Assigned task>
Report every line below that has the string "serif" in it.

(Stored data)
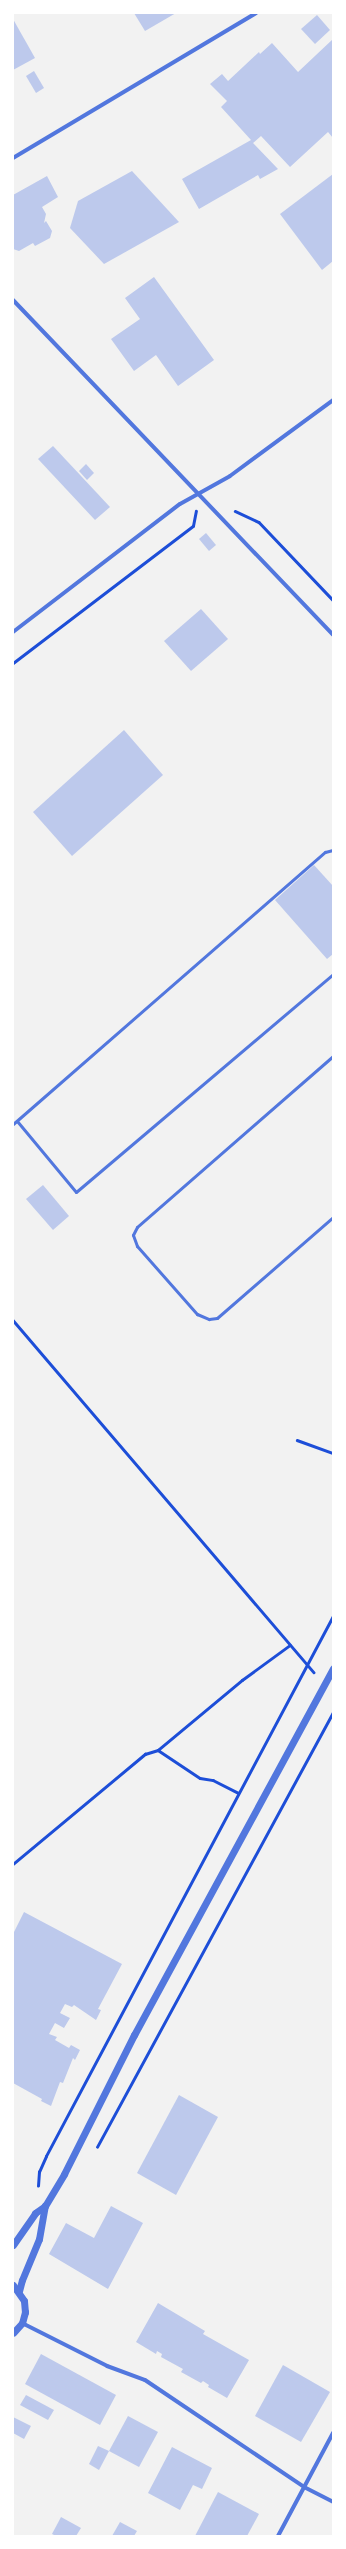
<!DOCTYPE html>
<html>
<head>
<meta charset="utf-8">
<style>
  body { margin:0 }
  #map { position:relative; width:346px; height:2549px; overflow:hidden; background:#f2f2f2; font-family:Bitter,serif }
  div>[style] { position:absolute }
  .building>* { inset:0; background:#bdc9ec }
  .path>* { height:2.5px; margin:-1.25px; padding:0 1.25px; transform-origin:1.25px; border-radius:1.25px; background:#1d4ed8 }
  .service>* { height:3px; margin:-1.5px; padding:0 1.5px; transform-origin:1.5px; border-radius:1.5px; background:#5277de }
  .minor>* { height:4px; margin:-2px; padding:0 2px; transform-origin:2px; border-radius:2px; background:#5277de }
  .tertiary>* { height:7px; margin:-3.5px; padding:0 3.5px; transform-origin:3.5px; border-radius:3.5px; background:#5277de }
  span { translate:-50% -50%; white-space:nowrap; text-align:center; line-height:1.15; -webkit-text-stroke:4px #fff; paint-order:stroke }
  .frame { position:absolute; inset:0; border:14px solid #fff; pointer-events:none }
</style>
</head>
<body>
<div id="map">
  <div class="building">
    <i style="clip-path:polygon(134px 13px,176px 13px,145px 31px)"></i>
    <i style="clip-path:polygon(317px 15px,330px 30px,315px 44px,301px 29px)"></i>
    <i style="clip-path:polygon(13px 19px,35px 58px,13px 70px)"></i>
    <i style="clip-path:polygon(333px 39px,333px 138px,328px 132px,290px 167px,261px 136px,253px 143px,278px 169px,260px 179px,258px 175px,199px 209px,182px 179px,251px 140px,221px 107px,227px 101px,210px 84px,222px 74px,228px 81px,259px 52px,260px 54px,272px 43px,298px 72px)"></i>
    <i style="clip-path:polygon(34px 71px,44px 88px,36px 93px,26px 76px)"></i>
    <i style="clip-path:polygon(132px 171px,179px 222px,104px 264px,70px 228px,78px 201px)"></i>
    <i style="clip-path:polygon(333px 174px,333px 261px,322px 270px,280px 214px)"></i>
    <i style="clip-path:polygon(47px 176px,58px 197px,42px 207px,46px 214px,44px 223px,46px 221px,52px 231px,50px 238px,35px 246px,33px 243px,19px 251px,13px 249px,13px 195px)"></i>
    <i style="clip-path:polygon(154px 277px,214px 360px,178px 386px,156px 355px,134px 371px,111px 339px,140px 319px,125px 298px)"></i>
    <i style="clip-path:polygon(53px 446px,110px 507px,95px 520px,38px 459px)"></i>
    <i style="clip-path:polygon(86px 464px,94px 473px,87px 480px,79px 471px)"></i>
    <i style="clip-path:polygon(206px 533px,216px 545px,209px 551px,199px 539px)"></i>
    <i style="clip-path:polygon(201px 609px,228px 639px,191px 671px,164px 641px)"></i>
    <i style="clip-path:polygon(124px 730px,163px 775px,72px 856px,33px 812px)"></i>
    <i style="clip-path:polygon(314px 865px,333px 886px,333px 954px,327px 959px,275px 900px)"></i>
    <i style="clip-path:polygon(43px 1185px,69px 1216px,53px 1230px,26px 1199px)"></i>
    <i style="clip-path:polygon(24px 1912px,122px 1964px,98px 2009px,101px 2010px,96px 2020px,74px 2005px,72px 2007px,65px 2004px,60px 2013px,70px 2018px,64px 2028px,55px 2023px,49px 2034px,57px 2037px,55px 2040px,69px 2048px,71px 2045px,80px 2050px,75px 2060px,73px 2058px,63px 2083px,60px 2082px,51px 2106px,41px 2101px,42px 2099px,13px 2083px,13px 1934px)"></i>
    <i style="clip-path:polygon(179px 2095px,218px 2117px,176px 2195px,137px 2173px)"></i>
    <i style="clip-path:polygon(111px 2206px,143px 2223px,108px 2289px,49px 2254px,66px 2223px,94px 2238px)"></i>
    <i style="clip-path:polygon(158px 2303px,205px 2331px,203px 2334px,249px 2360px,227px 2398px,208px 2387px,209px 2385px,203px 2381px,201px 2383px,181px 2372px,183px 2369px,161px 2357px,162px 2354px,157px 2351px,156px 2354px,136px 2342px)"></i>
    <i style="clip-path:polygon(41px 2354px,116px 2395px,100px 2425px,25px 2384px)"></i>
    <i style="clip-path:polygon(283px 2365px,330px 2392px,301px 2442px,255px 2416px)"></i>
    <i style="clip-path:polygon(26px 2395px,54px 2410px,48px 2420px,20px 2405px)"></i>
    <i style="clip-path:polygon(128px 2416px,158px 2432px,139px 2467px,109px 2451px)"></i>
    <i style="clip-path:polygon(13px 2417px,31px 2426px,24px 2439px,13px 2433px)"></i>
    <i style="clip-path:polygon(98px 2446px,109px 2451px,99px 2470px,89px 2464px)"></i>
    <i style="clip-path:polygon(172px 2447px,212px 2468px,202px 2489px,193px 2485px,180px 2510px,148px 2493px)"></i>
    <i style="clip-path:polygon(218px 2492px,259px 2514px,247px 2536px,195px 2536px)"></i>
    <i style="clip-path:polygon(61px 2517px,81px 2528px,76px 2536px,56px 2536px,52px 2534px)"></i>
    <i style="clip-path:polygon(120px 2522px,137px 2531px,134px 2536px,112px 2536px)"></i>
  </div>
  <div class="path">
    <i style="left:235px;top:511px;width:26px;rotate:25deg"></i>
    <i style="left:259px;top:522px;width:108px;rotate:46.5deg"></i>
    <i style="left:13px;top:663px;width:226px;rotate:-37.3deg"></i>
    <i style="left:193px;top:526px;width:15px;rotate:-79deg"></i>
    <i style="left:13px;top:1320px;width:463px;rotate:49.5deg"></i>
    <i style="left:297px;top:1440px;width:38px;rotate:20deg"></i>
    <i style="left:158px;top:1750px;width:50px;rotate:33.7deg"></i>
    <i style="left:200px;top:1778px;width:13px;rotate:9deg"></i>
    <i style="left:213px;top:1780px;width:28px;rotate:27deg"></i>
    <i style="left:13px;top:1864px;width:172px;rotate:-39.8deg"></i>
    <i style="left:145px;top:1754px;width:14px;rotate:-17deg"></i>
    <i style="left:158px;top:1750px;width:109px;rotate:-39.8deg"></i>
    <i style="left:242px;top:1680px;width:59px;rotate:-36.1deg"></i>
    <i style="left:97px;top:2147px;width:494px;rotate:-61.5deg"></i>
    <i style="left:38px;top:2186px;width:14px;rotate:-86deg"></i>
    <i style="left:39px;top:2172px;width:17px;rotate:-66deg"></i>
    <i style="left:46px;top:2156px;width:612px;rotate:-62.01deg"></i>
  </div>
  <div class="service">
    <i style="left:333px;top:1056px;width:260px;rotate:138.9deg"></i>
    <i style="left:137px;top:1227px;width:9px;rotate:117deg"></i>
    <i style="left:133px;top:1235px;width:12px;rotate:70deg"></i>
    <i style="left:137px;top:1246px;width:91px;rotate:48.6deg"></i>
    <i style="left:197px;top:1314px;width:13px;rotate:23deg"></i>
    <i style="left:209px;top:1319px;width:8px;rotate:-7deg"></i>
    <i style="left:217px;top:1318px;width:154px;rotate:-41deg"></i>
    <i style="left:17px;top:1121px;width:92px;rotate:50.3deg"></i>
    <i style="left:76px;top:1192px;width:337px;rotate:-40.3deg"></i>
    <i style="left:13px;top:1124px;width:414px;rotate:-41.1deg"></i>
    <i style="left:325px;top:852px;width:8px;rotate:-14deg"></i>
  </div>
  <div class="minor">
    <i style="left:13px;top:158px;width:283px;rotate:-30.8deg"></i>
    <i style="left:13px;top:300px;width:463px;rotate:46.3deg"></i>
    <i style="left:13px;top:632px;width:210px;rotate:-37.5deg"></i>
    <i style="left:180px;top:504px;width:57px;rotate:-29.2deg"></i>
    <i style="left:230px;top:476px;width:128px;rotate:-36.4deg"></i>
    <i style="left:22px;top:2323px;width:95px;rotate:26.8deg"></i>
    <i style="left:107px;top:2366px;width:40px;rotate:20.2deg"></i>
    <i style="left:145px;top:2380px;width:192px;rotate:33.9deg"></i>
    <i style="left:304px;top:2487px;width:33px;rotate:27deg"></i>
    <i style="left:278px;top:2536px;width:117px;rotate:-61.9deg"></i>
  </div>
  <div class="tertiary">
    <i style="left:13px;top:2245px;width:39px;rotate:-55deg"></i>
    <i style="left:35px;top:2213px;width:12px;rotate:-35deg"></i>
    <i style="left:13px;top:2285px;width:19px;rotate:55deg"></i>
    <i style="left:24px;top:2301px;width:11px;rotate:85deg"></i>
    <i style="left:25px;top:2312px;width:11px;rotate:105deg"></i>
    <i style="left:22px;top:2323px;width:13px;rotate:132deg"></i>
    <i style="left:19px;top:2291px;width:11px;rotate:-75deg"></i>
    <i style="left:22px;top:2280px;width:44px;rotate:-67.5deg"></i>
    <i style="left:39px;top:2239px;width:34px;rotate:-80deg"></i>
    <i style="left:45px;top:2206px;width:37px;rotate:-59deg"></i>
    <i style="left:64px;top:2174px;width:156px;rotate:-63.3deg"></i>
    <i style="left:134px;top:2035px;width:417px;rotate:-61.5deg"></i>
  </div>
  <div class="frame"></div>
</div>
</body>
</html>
* * *
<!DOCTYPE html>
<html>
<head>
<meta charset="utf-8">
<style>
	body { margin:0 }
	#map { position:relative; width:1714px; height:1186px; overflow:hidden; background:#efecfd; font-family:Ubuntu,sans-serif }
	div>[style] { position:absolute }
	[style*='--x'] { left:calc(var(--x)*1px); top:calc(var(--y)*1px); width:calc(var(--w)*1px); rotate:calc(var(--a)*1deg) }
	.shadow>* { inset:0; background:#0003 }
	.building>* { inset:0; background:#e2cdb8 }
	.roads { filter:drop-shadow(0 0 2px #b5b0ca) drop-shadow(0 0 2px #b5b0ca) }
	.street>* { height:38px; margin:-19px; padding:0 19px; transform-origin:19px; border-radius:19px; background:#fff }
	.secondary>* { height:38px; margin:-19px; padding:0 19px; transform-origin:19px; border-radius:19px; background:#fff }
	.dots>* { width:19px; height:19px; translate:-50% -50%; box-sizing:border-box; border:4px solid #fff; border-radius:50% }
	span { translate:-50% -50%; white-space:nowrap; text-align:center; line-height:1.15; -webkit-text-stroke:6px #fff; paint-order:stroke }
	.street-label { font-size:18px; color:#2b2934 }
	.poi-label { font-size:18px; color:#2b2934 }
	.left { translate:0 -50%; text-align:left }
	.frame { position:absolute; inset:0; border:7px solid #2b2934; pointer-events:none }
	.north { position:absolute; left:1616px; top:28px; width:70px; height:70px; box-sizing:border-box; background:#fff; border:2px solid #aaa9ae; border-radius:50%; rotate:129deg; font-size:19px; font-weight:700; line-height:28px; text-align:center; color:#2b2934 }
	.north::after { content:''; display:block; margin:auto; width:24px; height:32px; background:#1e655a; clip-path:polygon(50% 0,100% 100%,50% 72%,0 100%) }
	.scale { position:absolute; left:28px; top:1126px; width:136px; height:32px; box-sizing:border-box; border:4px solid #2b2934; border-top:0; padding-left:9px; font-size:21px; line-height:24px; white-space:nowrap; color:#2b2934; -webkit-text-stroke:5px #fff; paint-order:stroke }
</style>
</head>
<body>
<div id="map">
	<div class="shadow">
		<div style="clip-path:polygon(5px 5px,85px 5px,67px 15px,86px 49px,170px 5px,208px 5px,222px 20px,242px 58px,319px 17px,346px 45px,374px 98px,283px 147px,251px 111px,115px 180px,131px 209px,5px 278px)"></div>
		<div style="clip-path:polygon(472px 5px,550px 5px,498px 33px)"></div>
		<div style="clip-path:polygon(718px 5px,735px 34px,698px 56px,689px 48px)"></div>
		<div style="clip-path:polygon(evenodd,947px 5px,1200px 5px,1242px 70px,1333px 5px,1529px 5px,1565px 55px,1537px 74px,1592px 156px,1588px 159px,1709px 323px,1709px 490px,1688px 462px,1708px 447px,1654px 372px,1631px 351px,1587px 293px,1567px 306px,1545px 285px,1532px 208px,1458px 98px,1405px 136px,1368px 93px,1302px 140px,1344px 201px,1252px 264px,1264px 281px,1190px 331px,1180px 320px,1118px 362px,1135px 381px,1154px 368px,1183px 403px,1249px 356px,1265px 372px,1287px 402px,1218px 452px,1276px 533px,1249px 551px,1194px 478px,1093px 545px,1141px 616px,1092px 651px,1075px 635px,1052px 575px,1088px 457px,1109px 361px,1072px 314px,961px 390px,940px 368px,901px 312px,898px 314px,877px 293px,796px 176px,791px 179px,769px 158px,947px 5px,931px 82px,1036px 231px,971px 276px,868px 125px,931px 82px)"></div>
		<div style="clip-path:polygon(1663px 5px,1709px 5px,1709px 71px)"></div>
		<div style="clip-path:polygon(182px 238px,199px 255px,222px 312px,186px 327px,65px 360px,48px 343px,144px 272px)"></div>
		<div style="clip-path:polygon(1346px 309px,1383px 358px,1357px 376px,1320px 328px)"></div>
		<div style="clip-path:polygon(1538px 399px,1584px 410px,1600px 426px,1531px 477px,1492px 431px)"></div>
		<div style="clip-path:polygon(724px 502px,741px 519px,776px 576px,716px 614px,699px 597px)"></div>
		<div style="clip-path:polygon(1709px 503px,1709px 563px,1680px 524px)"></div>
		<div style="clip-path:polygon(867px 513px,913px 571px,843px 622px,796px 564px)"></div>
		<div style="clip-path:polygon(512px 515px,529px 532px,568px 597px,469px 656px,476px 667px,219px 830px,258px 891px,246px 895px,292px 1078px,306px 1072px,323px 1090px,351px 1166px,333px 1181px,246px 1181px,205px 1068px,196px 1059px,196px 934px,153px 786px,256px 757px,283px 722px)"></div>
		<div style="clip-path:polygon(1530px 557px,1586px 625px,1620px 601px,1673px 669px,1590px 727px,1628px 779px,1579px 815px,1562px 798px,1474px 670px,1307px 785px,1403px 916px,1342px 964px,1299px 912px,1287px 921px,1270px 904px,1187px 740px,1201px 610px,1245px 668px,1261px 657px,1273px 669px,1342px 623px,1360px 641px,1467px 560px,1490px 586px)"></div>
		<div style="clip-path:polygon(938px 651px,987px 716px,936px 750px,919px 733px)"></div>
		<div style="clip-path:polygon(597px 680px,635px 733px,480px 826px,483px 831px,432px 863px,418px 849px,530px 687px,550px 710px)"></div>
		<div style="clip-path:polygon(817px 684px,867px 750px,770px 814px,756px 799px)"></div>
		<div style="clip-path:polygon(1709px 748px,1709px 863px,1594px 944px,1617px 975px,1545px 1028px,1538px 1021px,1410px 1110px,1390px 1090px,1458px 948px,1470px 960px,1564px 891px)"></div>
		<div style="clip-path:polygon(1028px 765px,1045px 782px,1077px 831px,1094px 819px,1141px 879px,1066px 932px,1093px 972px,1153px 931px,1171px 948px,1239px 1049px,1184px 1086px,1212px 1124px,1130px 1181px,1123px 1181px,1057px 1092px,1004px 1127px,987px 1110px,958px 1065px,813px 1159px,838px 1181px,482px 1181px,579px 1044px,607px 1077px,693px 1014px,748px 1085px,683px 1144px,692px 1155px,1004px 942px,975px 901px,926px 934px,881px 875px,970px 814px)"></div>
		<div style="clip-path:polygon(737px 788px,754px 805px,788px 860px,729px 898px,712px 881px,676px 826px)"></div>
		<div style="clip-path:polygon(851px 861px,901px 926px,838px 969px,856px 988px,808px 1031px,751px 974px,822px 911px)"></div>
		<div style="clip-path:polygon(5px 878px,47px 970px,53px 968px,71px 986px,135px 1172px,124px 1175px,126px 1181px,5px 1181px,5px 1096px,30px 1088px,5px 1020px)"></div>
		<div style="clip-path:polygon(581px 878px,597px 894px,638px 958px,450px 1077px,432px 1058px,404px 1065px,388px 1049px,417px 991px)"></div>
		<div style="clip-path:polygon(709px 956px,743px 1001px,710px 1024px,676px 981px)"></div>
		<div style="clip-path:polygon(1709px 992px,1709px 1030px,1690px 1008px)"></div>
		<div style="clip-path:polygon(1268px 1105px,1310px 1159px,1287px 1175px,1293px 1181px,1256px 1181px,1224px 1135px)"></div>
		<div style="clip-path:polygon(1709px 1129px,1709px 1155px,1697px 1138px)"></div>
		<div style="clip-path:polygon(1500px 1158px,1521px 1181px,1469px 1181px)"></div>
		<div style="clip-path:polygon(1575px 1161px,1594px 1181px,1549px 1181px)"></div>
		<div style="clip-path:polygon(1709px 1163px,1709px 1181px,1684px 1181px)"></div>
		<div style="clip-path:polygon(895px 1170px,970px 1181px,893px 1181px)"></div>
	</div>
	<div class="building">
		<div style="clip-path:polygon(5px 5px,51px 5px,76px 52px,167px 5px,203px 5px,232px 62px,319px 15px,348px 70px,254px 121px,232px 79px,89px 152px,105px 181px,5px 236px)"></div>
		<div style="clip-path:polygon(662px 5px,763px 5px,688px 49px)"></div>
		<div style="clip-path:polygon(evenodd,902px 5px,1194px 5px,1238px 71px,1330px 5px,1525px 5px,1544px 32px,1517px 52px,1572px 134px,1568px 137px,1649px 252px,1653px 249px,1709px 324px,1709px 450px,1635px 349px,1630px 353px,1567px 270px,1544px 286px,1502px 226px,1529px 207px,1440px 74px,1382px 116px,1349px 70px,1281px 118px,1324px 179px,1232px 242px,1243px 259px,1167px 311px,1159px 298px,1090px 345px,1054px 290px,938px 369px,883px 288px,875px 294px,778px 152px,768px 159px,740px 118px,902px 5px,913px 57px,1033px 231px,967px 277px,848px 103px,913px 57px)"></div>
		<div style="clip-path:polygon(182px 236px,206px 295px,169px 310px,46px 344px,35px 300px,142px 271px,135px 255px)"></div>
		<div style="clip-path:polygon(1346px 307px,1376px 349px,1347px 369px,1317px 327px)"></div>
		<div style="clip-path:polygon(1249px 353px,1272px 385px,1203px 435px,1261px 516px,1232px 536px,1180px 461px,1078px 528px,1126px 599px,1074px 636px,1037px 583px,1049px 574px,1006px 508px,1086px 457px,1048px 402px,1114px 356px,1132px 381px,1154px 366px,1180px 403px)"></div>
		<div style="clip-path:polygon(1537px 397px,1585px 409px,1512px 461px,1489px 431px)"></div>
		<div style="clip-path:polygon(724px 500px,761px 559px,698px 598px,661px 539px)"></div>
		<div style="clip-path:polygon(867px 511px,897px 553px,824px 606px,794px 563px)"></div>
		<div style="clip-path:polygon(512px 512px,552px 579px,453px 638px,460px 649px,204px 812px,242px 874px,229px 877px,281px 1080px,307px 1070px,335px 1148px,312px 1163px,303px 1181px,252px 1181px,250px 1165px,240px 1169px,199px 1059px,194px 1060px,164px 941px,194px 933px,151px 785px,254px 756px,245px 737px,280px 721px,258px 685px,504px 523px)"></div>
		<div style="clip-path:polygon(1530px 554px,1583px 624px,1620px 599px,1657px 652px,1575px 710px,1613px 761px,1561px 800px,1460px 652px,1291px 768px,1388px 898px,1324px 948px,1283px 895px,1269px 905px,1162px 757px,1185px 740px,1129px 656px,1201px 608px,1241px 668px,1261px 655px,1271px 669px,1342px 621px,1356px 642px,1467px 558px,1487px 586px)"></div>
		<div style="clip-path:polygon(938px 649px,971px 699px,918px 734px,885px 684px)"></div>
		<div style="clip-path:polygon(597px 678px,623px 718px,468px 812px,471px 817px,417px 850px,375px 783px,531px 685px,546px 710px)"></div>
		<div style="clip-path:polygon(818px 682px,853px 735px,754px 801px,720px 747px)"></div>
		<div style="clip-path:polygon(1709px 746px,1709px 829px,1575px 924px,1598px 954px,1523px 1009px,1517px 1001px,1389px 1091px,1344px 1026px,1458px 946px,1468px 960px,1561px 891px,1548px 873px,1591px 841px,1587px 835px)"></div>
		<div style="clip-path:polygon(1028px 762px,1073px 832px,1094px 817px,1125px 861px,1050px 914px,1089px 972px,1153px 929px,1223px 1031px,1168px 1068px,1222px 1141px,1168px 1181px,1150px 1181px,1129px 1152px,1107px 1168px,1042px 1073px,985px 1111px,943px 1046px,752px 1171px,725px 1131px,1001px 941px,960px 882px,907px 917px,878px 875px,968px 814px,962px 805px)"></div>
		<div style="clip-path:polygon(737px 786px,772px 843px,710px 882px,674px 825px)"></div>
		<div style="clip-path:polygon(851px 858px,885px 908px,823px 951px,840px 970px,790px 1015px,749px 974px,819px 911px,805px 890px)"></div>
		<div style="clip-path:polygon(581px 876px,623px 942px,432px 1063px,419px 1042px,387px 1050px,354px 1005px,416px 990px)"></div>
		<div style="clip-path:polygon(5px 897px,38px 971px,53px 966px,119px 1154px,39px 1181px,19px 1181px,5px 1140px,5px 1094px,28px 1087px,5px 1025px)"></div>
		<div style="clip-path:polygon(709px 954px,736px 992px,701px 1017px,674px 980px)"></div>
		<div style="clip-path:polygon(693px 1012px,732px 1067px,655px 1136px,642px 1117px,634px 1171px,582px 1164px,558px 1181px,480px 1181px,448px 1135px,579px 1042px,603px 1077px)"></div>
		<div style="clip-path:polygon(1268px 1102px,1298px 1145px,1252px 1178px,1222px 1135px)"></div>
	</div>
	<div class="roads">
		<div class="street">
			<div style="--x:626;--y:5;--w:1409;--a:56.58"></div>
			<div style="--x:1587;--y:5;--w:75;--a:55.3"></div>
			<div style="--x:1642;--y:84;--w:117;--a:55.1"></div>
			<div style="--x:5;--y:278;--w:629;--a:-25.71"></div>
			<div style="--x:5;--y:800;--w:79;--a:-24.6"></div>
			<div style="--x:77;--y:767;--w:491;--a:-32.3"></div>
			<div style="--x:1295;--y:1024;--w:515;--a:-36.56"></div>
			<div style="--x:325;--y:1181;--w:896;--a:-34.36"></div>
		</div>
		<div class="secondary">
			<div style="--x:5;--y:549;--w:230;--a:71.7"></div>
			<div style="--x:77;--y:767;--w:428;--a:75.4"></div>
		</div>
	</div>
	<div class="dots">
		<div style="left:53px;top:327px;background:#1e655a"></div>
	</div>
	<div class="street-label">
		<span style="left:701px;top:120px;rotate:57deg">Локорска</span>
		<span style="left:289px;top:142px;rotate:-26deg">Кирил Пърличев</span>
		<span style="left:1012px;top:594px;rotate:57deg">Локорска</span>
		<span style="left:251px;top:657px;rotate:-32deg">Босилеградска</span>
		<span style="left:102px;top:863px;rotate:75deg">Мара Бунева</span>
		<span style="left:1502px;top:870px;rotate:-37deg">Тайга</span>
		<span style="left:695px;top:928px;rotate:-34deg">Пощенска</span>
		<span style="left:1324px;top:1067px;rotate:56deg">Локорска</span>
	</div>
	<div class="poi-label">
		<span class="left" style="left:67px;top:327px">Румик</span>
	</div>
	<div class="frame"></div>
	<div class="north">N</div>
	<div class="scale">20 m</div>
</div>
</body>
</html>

Exercise solution>
  #map { position:relative; width:346px; height:2549px; overflow:hidden; background:#f2f2f2; font-family:Bitter,serif }
	#map { position:relative; width:1714px; height:1186px; overflow:hidden; background:#efecfd; font-family:Ubuntu,sans-serif }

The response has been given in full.